⟨

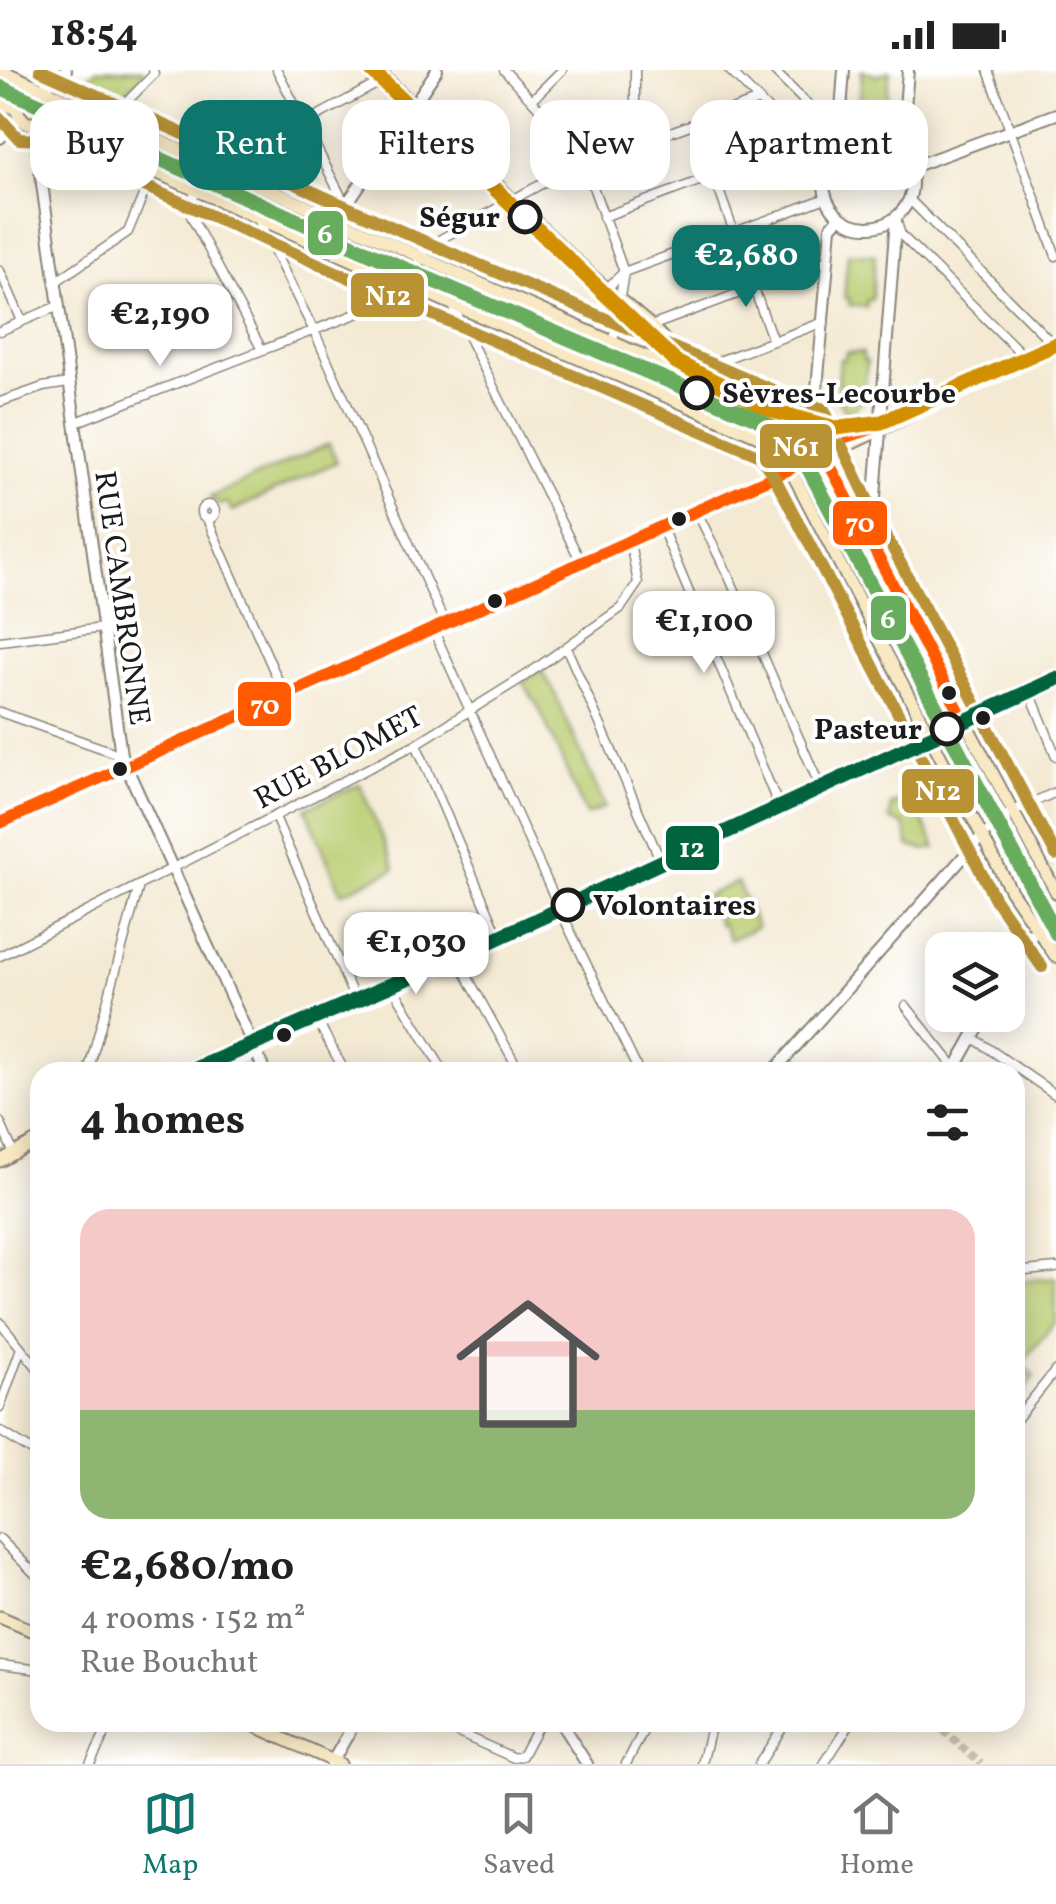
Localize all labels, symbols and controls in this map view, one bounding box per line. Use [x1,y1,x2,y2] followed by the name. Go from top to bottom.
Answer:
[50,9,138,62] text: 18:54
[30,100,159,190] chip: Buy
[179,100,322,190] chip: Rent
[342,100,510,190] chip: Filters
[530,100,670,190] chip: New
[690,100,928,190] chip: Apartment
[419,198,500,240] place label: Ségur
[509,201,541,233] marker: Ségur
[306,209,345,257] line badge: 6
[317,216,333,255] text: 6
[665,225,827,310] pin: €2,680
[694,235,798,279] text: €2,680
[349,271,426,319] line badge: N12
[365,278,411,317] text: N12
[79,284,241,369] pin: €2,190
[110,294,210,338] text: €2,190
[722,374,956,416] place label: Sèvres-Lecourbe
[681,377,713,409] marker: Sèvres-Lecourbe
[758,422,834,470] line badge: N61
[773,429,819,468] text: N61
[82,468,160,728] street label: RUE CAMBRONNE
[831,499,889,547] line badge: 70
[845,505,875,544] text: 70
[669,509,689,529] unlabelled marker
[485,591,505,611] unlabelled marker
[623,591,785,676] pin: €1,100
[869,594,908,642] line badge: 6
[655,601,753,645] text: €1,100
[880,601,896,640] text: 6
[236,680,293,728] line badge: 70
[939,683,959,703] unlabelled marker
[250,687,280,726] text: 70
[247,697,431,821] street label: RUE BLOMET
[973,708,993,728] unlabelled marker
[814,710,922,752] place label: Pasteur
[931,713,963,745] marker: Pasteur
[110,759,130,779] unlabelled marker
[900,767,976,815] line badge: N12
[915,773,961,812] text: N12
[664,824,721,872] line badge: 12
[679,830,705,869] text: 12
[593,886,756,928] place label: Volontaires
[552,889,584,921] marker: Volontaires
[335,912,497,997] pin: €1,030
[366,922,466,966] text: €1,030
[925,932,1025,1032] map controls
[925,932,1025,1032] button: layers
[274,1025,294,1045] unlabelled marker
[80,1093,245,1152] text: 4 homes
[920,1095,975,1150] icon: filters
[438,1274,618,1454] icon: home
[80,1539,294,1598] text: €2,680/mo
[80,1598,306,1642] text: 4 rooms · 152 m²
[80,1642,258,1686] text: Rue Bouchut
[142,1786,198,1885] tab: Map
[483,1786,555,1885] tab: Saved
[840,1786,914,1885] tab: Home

⟩

## Exercise
Excluding pictures, print all lines above exactly.

## Solution for this problem
Localize all labels, symbols and controls in this map view, one bounding box per line. Use [x1,y1,x2,y2] followed by the name. Go from top to bottom.
Answer:
[50,9,138,62] text: 18:54
[30,100,159,190] chip: Buy
[179,100,322,190] chip: Rent
[342,100,510,190] chip: Filters
[530,100,670,190] chip: New
[690,100,928,190] chip: Apartment
[419,198,500,240] place label: Ségur
[509,201,541,233] marker: Ségur
[306,209,345,257] line badge: 6
[317,216,333,255] text: 6
[665,225,827,310] pin: €2,680
[694,235,798,279] text: €2,680
[349,271,426,319] line badge: N12
[365,278,411,317] text: N12
[79,284,241,369] pin: €2,190
[110,294,210,338] text: €2,190
[722,374,956,416] place label: Sèvres-Lecourbe
[681,377,713,409] marker: Sèvres-Lecourbe
[758,422,834,470] line badge: N61
[773,429,819,468] text: N61
[82,468,160,728] street label: RUE CAMBRONNE
[831,499,889,547] line badge: 70
[845,505,875,544] text: 70
[669,509,689,529] unlabelled marker
[485,591,505,611] unlabelled marker
[623,591,785,676] pin: €1,100
[869,594,908,642] line badge: 6
[655,601,753,645] text: €1,100
[880,601,896,640] text: 6
[236,680,293,728] line badge: 70
[939,683,959,703] unlabelled marker
[250,687,280,726] text: 70
[247,697,431,821] street label: RUE BLOMET
[973,708,993,728] unlabelled marker
[814,710,922,752] place label: Pasteur
[931,713,963,745] marker: Pasteur
[110,759,130,779] unlabelled marker
[900,767,976,815] line badge: N12
[915,773,961,812] text: N12
[664,824,721,872] line badge: 12
[679,830,705,869] text: 12
[593,886,756,928] place label: Volontaires
[552,889,584,921] marker: Volontaires
[335,912,497,997] pin: €1,030
[366,922,466,966] text: €1,030
[925,932,1025,1032] map controls
[925,932,1025,1032] button: layers
[274,1025,294,1045] unlabelled marker
[80,1093,245,1152] text: 4 homes
[920,1095,975,1150] icon: filters
[438,1274,618,1454] icon: home
[80,1539,294,1598] text: €2,680/mo
[80,1598,306,1642] text: 4 rooms · 152 m²
[80,1642,258,1686] text: Rue Bouchut
[142,1786,198,1885] tab: Map
[483,1786,555,1885] tab: Saved
[840,1786,914,1885] tab: Home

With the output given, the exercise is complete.